Doll
Faces
I
imagine my work as a process of self realization and exploration.
Like many of the images and work I produce, this series of "Doll
Faces" are reflections of personal experience unintentionally
emerging from the subconscious mind. Through this process I am
consciously producing the unconscious. Which is to say, the objective
of this work was not entirely apparent to me until its completion
and I could view the images as an observer. Thus relating the
visual effect to whatever the outcome of my emotional experience.
Raised
by a mother who methodically fabricated dolls resembling family
members, I fostered a myriad of feelings aroused by the dolls:
fear, intrigue, absence, and expectation. To me, these seemingly
innocuous toys represented everything that we, as humans, are
not: an assemblage of perfection. Throughout my youth such knowledge
plagued me and I questioned why I was unable- as a boy living
in our hackneyed culture-to act out these perceived notions of
perfection and beauty for myself.
Upon
reflection, these images tend to carry with them forgotten experience
(suspended knowledge), as well as lost emotion. This series in
particular seems to deal with the inherent struggle to attain
a balance between the inner (emotional) and the outer (physical);
who you think you are versus who or what you appear to be (doll).
In short, dolls objectify people, I have in-turn objectified the
doll!
Atari:
Color Fields
The
genesis of "Light Series" occurred some 20 years ago:
A young boy tearing through Christmas wrapping paper to reveal
a new Atari game.

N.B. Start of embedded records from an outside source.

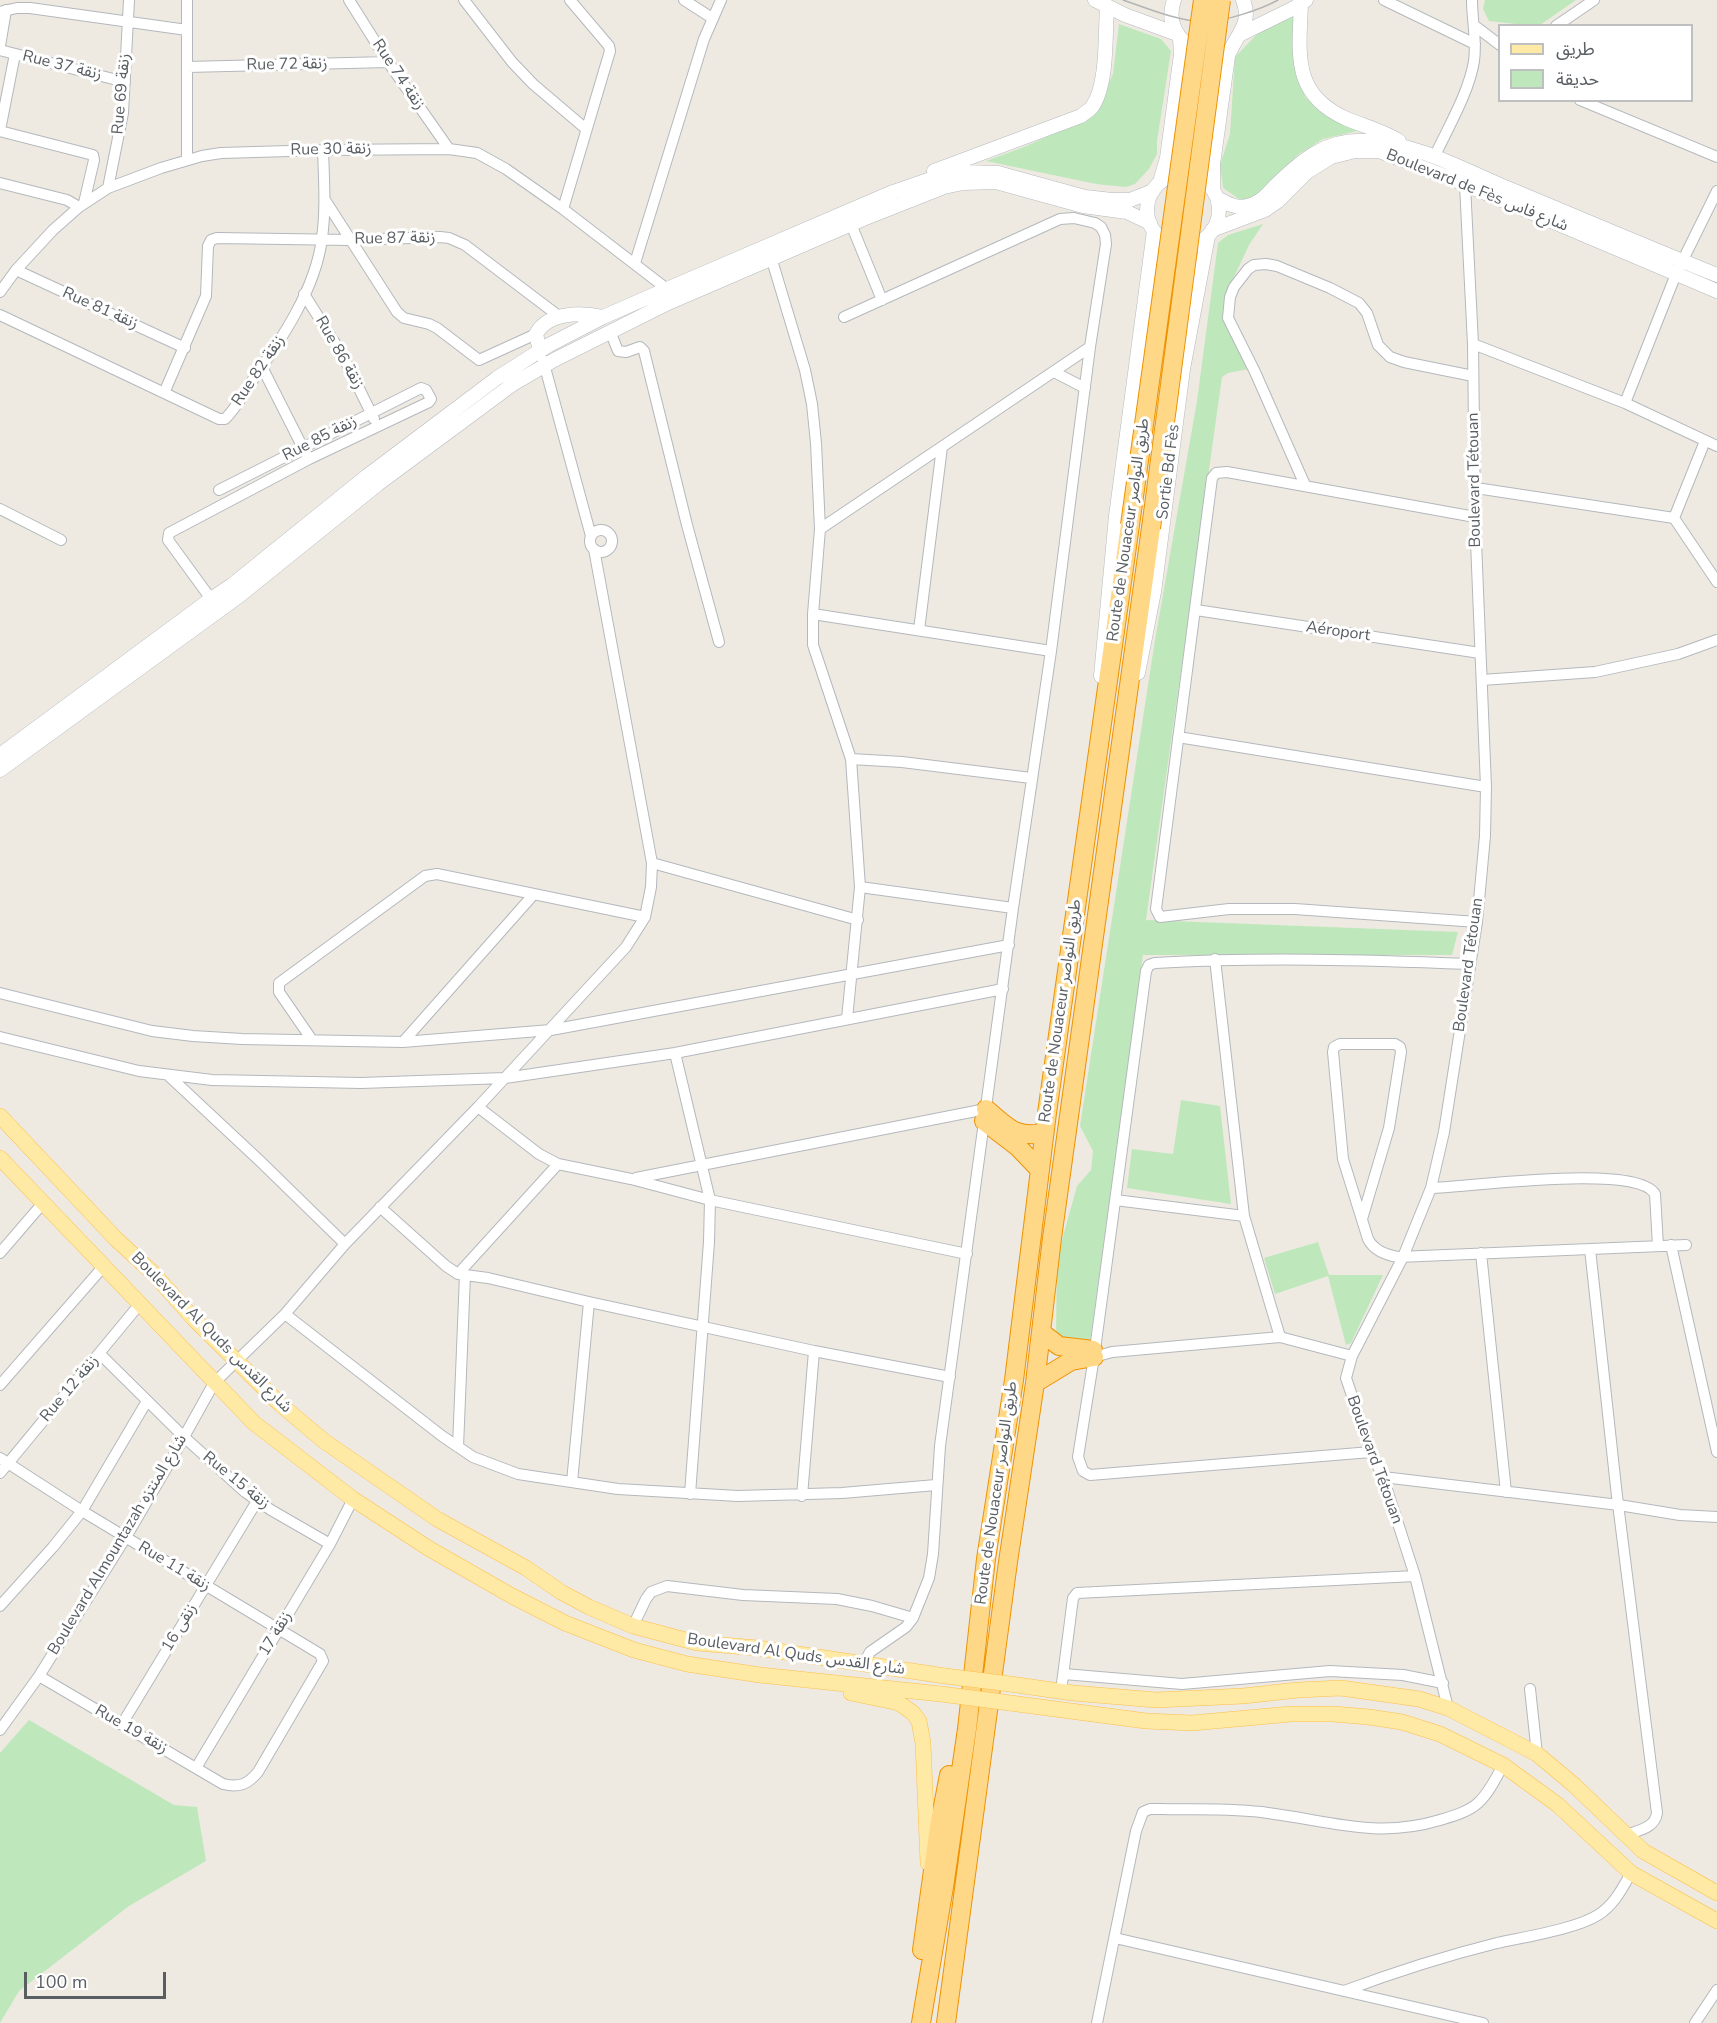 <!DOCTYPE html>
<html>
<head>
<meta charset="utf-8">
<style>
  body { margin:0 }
  #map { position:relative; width:1717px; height:2023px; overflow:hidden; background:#eeeae1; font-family:"Nunito Sans","Noto Sans Arabic",sans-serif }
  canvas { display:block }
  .legend { position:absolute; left:1498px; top:24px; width:195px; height:78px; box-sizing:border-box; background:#fff; border:2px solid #bdbfc1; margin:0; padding:8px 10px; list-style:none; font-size:18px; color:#595e63 }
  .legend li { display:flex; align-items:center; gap:12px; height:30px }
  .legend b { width:30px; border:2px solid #bdbfc1 }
  .scale { position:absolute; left:24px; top:1972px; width:142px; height:27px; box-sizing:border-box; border:3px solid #595e63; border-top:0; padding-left:8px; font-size:18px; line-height:21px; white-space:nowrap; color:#595e63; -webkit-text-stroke:4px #fff; paint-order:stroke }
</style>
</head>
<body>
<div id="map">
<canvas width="1717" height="2023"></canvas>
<ul class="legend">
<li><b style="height:8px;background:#ffeaa5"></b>طريق</li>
<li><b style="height:16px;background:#bee8bb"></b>حديقة</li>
</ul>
<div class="scale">100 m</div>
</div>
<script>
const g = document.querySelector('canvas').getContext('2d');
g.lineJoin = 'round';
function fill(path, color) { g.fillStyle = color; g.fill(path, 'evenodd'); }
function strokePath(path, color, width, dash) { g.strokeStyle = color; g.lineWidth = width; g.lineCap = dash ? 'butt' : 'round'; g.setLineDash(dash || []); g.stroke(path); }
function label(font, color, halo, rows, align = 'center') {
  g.font = font + ' "Nunito Sans","Noto Sans Arabic",sans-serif'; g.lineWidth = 6; g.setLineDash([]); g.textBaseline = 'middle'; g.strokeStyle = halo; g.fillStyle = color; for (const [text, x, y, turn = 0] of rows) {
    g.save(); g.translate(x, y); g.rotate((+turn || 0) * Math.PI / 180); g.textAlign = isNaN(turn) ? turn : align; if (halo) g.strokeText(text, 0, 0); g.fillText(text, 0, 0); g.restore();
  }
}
const green = new Path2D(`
  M1485,0H1576L1540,25L1533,26L1489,21L1483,9Z
  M1295,14L1297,67L1305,97L1326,116L1361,130L1323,139L1299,154L1254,199H1239L1223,188L1220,165L1230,134L1235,57L1261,30Z
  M1119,24L1161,39L1171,51L1157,141V154L1149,169L1135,184L1126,187L1096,184L986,161L1024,147L1093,116L1113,74Z
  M1263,224L1249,245L1226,294L1249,369L1228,373L1222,377L1146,920L1458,932L1452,955H1143L1090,1342L1056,1338L1057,1258L1077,1186L1091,1170L1093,1151L1080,1126L1155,640L1197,401L1218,243L1228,235Z
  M1181,1100L1220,1106L1231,1204L1127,1188L1132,1149L1173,1154Z
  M1318,1242L1329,1275H1383L1351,1343L1346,1345L1328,1276L1275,1294L1264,1258Z
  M29,1720L174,1805L197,1807L206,1861L129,1906L19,1991L0,2023V1753Z`);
const street = new Path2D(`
  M349,0L388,62L449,149
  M464,0L512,62L533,84L586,129
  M684,0L712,18
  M1384,0L1475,44
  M0,12L17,8H30L187,30
  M1475,26L1500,45
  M1556,26L1594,0
  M0,46L6,10
  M0,50L125,82
  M187,67L388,62
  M1580,100L1717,157
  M0,130L15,54
  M0,131L93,155L94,160L84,203
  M1434,158C1447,129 1469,93 1474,61C1477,41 1472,21 1472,0
  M187,160V0
  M0,183L67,200L79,207
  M108,188L123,113L129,0
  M325,200L397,312L404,318L429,324L437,328L479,360L536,334
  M563,209L610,51L609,46L570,0
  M851,224L882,300
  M771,257L805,370L812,404L816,443L820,529L813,614V645L851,759L860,887L847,1019
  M635,263L704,39L721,0
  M16,270L185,348
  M0,292L16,270L53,230L79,207L108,188L161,168L202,156L221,153L323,150L449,149L477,153L506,169L563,209L667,289
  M304,294L343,356L374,419
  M0,315L219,419H225C236,408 244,394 252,381C281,340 316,289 322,238C326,209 324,179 323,150
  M844,317L1060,219L1074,218L1095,223L1101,227L1105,235L1106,244L1090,347L1051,651L1013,908L940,1446L933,1554L929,1578L913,1618L906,1627L870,1652L864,1663
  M610,331L618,351L626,352L640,347L644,351L687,525L719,642
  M1473,344L1625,403L1717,446
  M543,360L591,536
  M262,367L306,454
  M1054,372L1085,388
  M164,393L206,296L208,246L211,240L217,238L351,240L440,237L449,238L465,245L560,317
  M1625,403L1676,274L1717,191
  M1305,485L1255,372L1228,318L1230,297L1234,287L1248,269L1254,265L1266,264L1277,266L1330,288L1359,303L1367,313L1378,345L1390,357L1404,362L1473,376
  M1476,488L1674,518L1717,582
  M0,509L61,540
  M1475,517L1227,472L1216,473L1212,478L1156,909L1160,917L1229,909H1295L1477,922
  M1674,518L1705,441
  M820,529L1090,347
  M590 541a11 11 0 1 1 22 0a11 11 0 1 1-22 0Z
  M211,599L168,540L169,533L309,459L429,402L431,399L426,390L421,388L219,490
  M1196,610L1480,653
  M813,614L1051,651
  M919,630L942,447
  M1482,680L1595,672L1678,654L1717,640
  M1178,737L1486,787
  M851,759L902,762L1031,778
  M652,863L858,920
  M860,887L1013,908
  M1215,959L1244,1216L1280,1337
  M0,993L152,1031L193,1036L242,1039L403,1042L551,1030L1009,945
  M0,1037L139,1071L212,1080L361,1083L505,1078L675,1053L1003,989
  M312,1040L279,992V983L425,876L437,874L645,917
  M403,1042L534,894
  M675,1053L710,1200L709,1242L690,1494
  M169,1076L261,1162L345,1244
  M478,1107L539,1154L558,1164L631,1179L710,1200L967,1254
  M636,1178L986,1109
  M1431,1188C1469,1187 1637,1163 1655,1194L1658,1246
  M1115,1200L1244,1216
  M380,1207L446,1266L458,1274L465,1275L488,1278L589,1302L814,1351L950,1377
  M1362,1219L1389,1128L1401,1052L1400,1047L1395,1044H1340L1334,1047L1333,1052L1343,1159L1368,1239C1374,1251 1386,1255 1398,1257L1686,1245
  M1671,1245L1717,1452
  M1590,1249L1617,1496L1657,1813C1655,1828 1639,1830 1626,1835
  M0,1253L43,1203
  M1481,1253L1506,1492
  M458,1274L558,1164
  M285,1314L442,1436L473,1457L518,1474L618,1489L738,1496L842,1493L936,1485
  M100,1354L184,1437L245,1492L271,1510L330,1544
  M1094,1357L1112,1352L1280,1337L1352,1356
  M0,1385L103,1267
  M458,1447L465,1275
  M1371,1452L1090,1475L1083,1471L1078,1457L1094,1357L1146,971L1149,965L1155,963C1260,957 1365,960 1470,964
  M0,1458L82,1511L320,1654L323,1661L258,1772C248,1784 240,1788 223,1784L39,1676
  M0,1473L139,1305
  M1383,1477L1619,1505L1680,1515L1717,1517
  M572,1482L589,1302
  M802,1496L814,1351
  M0,1606L53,1547L82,1511L147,1401
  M633,1626L646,1599L651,1592L667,1586L743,1595L837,1599L872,1606L913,1618
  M1064,1674L1182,1684L1330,1671L1403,1675L1443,1683
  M1530,1689L1537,1754
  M1061,1691L1073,1598L1077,1593L1415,1576
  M1448,1708L1415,1576L1383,1477L1371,1452L1346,1378L1352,1356L1403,1257L1431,1188L1444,1132L1477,922L1485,836L1486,787L1475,517L1473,344L1465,185
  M122,1724L257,1501
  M0,1730L39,1676L126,1537L170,1462L214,1383L285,1314L345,1244L478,1107L626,947L645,917L651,887L652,863L594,549
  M196,1768L330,1544L353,1499
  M1115,1938L1483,2023
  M1344,1991C1395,1972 1445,1956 1497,1943C1524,1937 1576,1929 1598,1915C1614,1905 1622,1889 1631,1873
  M1097,2023L1136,1831L1143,1812L1150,1809H1162C1197,1810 1233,1808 1268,1813C1330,1821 1377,1839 1440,1820C1453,1816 1468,1812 1478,1803C1489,1793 1496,1778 1503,1765
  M1695,2023L1717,1990`);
const secondary = new Path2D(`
  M1095,0L1125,15L1177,34
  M1174,0C1168,17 1173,32 1186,44
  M1301,4C1299,55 1292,95 1347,119C1364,126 1383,131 1399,141
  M1241,34L1294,8L1306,0
  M934,171L1081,116C1084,113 1089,111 1092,107C1108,85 1105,34 1107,6
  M1147 210a36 36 0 1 1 72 0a36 36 0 1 1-72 0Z
  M1160,182L1167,158L1181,54L1180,38
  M1213,190V164L1228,56C1235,36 1253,24 1243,0
  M1217,198C1226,203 1236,209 1247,206C1259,204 1268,194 1276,185C1303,159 1326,139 1366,141C1416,143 1462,169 1507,188C1577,217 1647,247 1717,275
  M1212,230L1265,210L1278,201L1307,172L1331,157L1355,151H1379L1450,178L1717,291
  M540,351L536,334C548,312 581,312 603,317
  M1138,673L1154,592L1183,369L1208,236
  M1101,676L1116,516L1154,231
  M0,755L211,599L232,585L367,476L497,378L549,345L603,317L667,289L893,192L942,175L963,172L998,173L1085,197L1112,200H1130L1153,191
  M0,770L239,596L378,484L513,384L554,360L668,303L863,219L944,187L963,183L996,182L1083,206L1127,212L1150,223`);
const primary = new Path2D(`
  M0,1116L116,1239L154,1274L193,1318L280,1404L324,1441L437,1519L526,1568L561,1592L589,1607L633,1626L697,1643L758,1648L945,1676
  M0,1158L254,1423L353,1499L428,1548L512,1596L565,1623L634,1650L687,1664L760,1675L941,1694
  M1010,1684L1073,1693L1156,1700L1243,1696L1298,1690L1341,1688L1419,1699L1448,1708L1537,1754L1574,1785L1643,1851L1717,1893
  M851,1693L899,1703L913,1713L919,1721L923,1743L928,1863
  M1010,1703L1146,1721L1192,1723L1291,1714H1333L1369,1717L1402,1722L1440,1734L1503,1765L1558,1805L1631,1873L1717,1921`);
const highway = new Path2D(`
  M986,1109C1008,1127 1014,1138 1044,1133
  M984,1121L1018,1147L1039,1169
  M1041,1332L1059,1346L1093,1350
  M1035,1383L1071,1361L1094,1357
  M922,1950L939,1827L949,1775
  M921,2023L944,1887L967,1729L986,1559L1014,1380L1047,1113L1130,525
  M946,2023L1008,1562L1035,1383L1052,1238L1151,528`);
const tram = new Path2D(`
  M1123,0C1149,9 1177,21 1205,22C1223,22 1262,9 1278,0`);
const primaryBridge = new Path2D(`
  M945,1676L1010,1684
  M941,1694L1010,1703`);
const highwayBridge = new Path2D(`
  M1130,525L1203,0
  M1151,528L1221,0`);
const streetNames = [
  ["Rue 72 زنقة",287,65,-1],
  ["Rue 37 زنقة",62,66,14],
  ["Rue 74 زنقة",398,75,56],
  ["Rue 69 زنقة",122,94,-85],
  ["Rue 30 زنقة",331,150,-1],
  ["Boulevard de Fès شارع فاس",1477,191,22],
  ["Rue 87 زنقة",395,239,-1],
  ["Rue 81 زنقة",100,309,24],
  ["Rue 86 زنقة",339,353,60],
  ["Rue 82 زنقة",259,371,-56],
  ["Rue 85 زنقة",320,439,-27],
  ["Sortie Bd Fès",1169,472,-83],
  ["Boulevard Tétouan",1475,480,-91],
  ["Route de Nouaceur طريق النواصر",1129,530,-82],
  ["Aéroport",1338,632,8],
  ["Boulevard Tétouan",1469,965,-82],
  ["Route de Nouaceur طريق النواصر",1061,1011,-82],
  ["Boulevard Al Quds شارع القدس",211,1333,45],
  ["Rue 12 زنقة",70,1389,-50],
  ["Boulevard Tétouan",1374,1460,70],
  ["Rue 15 زنقة",236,1481,39],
  ["Route de Nouaceur طريق النواصر",997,1493,-82],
  ["Boulevard Almountazah شارع المنتزه",118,1545,-59],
  ["Rue 11 زنقة",174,1567,31],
  ["زنقى 16",180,1628,-59],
  ["زنقة 17",276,1634,-59],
  ["Boulevard Al Quds شارع القدس",796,1655,8],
  ["Rue 19 زنقة",131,1730,30]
];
fill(green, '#bee8bb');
strokePath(street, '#b4b8bd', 12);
strokePath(secondary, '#b5b9bf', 15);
strokePath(primary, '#fdbe4b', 16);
strokePath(highway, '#ef9200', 20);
strokePath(street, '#fff', 10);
strokePath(secondary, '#fff', 14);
strokePath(primary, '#ffeaa5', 15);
strokePath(highway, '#ffd887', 18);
strokePath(tram, '#b3b4b4', 1.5);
strokePath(primaryBridge, '#fdbe4b', 16, []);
strokePath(highwayBridge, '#ef9200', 20, []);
strokePath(primaryBridge, '#ffeaa5', 15);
strokePath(highwayBridge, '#ffd887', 18);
label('16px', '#595e63', '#fff', streetNames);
</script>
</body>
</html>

It was a treasure, but also a mysterious technology
that seemed overwhelmingly delicate, maybe even unsafe, in my
shaky, excited hands. More than once I botched the insertion of
the cartridge, producing random eye-dazzling bands of color that
surely warned of the game's demise, if not the Apocalypse of the
world. Who knew television, widely scorned as the vehicle for
the dumbing down of America, would one day be a portal to groundbreaking
ideas about my photography, in particular, the de-objectification
of the medium itself. On the face of it, the artwork in "Light
Series" (Centipede 10, Asteroids 1&2, Pitfall 5) represents
the union between camera and poorly inserted Atari Cartridges.
But more than that it's a continuum in my exploration of photography
as a medium, from early images of realism followed by an inexorable
peeling away of subject matter until all that's left is light,
color and the buzz of a Sony Trinitron.